= REQUIRED ACTION =
Where a line in the entries below contains the word "function", it counts; give the total by itself.

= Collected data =
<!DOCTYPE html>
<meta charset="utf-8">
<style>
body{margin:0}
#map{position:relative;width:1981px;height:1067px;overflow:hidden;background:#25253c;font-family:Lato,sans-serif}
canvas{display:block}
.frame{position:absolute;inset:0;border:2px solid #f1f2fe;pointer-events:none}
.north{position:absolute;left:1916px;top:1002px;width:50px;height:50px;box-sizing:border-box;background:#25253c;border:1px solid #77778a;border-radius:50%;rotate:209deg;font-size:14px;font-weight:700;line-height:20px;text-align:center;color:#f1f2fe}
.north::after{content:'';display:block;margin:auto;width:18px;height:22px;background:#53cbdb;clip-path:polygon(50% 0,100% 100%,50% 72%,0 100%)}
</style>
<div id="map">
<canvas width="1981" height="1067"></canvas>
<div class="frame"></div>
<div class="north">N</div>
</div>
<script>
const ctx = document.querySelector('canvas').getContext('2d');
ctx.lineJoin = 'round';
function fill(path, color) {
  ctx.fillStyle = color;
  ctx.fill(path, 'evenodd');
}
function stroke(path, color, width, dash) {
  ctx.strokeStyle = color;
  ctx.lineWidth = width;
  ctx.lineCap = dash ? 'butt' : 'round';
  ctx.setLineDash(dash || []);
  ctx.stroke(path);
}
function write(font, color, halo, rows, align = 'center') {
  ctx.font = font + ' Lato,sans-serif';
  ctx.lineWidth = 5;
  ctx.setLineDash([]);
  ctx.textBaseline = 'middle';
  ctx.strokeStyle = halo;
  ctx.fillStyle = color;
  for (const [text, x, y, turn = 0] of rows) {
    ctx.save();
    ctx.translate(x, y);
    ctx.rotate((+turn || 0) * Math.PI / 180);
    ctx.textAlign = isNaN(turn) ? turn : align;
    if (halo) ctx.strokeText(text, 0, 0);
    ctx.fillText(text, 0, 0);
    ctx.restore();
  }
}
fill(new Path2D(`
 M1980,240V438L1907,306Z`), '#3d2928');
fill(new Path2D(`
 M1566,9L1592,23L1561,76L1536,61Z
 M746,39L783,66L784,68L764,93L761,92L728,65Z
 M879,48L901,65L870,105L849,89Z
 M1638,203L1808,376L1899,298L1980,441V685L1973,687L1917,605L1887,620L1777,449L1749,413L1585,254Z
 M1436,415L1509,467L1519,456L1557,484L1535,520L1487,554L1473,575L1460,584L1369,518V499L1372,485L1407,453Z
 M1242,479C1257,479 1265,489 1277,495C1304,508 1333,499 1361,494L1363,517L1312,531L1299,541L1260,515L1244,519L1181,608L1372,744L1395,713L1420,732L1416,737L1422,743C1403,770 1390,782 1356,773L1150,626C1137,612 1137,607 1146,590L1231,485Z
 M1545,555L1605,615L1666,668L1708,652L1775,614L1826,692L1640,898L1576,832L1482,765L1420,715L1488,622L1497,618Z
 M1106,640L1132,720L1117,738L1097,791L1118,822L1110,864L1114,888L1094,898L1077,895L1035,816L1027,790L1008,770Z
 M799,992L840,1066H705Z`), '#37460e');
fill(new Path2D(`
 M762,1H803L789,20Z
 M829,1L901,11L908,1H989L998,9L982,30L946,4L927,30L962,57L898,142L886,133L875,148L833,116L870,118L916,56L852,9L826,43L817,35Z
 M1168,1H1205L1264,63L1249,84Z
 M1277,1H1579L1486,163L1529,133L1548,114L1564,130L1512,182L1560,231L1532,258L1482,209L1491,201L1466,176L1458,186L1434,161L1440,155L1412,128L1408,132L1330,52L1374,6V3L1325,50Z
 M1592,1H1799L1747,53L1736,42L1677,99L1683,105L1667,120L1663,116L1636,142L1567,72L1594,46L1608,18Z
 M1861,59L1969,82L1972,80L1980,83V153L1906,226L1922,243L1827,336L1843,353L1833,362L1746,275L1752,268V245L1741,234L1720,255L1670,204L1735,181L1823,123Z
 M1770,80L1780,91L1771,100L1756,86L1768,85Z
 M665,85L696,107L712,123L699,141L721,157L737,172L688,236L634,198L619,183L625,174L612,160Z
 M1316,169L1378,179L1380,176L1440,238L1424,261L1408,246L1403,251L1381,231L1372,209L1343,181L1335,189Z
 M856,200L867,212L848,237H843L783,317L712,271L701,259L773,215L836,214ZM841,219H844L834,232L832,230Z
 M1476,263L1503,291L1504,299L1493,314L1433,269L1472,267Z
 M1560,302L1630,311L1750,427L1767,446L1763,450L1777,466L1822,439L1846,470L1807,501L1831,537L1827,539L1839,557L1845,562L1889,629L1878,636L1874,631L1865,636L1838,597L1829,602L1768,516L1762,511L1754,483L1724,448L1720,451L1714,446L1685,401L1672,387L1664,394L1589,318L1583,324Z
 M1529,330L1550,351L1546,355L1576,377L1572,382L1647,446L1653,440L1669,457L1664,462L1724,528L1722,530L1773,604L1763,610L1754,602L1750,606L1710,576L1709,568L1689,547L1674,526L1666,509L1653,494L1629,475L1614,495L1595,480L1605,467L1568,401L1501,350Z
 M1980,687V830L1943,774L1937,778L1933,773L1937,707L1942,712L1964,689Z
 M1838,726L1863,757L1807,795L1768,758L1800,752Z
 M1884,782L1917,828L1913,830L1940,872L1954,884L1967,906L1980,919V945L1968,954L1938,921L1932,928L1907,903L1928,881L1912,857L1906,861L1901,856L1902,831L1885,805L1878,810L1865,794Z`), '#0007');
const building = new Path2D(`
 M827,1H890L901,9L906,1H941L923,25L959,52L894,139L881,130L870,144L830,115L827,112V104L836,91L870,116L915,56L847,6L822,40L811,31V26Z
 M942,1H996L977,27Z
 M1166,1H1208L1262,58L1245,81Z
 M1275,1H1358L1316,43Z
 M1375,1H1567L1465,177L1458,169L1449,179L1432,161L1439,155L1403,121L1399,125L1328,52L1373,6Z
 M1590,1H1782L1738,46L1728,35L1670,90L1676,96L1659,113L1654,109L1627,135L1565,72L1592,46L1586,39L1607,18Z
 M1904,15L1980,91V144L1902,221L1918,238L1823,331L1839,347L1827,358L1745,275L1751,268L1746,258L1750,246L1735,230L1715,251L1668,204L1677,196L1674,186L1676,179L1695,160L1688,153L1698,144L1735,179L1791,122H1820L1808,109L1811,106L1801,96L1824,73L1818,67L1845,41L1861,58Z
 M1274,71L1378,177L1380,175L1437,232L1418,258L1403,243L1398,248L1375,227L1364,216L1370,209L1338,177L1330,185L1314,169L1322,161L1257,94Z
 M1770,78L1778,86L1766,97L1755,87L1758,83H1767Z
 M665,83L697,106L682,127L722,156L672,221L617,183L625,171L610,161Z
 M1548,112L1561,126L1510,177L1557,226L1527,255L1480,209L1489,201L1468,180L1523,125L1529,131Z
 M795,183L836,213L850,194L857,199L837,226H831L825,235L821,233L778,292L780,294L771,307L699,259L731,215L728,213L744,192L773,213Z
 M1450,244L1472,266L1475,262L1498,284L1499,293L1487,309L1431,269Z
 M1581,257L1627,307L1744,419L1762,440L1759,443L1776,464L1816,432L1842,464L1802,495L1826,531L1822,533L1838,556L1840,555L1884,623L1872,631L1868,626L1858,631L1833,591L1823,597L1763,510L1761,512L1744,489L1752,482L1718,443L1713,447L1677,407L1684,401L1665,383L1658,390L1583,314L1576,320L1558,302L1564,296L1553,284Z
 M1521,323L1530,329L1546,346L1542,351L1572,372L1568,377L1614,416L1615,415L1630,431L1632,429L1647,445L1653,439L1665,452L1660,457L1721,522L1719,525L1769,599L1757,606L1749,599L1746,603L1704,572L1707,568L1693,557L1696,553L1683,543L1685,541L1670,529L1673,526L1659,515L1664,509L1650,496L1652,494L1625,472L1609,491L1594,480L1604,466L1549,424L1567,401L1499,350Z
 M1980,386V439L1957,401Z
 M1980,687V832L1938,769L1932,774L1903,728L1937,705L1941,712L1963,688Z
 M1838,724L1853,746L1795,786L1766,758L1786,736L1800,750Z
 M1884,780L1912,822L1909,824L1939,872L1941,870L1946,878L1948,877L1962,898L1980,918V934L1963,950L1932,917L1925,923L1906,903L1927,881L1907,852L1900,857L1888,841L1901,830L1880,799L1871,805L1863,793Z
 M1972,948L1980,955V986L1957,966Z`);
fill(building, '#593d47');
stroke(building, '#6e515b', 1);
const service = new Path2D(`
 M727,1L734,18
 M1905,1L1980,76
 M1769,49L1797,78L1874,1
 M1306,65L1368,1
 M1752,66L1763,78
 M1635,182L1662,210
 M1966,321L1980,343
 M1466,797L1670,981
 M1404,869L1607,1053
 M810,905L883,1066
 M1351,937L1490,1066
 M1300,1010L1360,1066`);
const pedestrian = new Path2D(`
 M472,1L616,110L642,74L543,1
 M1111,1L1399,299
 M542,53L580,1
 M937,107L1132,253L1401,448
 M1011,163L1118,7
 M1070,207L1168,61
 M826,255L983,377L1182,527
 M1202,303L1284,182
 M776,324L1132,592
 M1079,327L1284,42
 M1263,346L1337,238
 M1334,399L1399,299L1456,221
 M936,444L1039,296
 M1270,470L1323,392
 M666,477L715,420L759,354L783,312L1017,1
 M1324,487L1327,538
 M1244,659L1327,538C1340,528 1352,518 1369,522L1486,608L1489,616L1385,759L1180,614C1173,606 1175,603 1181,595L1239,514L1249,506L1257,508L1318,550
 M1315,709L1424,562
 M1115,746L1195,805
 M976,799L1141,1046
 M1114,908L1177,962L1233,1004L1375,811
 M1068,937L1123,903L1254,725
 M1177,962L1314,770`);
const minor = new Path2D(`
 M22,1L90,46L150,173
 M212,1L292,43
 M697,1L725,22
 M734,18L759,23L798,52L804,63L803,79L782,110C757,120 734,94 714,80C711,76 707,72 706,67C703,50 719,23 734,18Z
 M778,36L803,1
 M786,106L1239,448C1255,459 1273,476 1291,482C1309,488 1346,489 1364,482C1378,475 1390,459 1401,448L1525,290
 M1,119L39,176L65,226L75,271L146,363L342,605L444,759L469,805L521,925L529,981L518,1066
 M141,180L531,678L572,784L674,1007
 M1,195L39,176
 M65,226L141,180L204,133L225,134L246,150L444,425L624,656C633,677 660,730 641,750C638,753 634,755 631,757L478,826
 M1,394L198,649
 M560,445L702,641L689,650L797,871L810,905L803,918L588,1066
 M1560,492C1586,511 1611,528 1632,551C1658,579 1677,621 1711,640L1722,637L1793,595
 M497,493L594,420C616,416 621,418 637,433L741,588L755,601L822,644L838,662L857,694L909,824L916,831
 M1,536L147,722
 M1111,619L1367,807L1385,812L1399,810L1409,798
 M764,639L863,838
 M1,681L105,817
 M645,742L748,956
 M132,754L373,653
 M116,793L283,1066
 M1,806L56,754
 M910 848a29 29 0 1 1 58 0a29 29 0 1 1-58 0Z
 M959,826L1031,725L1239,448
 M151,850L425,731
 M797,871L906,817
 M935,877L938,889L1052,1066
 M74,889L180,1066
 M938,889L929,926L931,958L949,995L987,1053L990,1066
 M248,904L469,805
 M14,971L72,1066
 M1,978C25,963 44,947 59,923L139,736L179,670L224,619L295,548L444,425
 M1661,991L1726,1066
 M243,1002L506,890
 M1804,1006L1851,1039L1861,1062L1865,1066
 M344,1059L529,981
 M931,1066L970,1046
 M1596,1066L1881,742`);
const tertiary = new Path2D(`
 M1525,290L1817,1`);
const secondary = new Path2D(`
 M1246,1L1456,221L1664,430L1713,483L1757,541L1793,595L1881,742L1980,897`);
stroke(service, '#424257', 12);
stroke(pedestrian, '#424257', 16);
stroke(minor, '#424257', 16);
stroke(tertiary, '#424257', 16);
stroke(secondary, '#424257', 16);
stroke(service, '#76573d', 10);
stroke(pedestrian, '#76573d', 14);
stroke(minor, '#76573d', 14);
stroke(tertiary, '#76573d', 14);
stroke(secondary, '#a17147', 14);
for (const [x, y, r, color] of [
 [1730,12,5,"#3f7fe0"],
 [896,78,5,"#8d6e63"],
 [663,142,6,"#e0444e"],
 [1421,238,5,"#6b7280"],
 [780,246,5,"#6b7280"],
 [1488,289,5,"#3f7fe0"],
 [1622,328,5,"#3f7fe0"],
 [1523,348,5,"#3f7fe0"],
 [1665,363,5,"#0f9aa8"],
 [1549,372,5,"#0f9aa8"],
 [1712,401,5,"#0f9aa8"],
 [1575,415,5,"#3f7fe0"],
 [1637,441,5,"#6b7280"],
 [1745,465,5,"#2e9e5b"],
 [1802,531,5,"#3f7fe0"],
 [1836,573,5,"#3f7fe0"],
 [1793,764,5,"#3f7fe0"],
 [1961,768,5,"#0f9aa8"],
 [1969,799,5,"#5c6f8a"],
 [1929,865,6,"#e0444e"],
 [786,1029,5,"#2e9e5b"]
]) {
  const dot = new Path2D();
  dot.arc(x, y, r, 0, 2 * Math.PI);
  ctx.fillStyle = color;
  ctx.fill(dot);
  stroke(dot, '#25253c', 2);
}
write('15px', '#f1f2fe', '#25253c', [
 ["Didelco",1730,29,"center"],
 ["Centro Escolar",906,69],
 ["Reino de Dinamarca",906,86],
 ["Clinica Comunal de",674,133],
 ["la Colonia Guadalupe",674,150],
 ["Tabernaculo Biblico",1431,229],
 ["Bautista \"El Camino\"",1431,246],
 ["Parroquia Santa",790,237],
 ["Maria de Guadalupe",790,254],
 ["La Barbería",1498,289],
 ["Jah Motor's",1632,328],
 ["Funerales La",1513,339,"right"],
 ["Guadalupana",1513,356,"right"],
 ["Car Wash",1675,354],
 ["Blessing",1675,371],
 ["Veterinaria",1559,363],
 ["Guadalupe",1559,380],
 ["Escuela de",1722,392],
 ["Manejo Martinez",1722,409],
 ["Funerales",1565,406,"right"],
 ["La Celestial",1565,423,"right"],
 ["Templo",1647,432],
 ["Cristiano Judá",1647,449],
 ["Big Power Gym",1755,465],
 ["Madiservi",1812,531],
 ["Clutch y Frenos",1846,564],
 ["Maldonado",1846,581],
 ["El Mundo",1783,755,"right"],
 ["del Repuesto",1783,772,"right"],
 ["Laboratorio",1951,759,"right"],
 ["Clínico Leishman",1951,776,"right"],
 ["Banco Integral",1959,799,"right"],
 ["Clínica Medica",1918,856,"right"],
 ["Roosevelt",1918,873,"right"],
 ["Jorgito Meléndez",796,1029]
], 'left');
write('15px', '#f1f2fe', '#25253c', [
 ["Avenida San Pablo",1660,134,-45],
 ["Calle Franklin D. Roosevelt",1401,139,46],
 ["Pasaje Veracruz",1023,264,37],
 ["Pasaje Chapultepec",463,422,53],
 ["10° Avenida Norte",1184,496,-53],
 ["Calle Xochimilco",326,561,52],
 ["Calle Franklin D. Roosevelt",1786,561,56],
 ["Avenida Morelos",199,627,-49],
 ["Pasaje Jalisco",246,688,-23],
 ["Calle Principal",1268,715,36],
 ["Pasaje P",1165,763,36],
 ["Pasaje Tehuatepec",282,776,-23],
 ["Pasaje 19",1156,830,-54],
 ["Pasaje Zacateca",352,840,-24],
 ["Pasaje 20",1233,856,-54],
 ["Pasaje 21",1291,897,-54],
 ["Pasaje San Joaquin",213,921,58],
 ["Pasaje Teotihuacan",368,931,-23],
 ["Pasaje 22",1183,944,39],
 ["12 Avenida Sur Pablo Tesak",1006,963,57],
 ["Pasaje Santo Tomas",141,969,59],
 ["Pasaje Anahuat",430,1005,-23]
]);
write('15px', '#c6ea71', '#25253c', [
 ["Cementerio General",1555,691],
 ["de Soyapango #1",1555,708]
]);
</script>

= WORKED SOLUTION =
3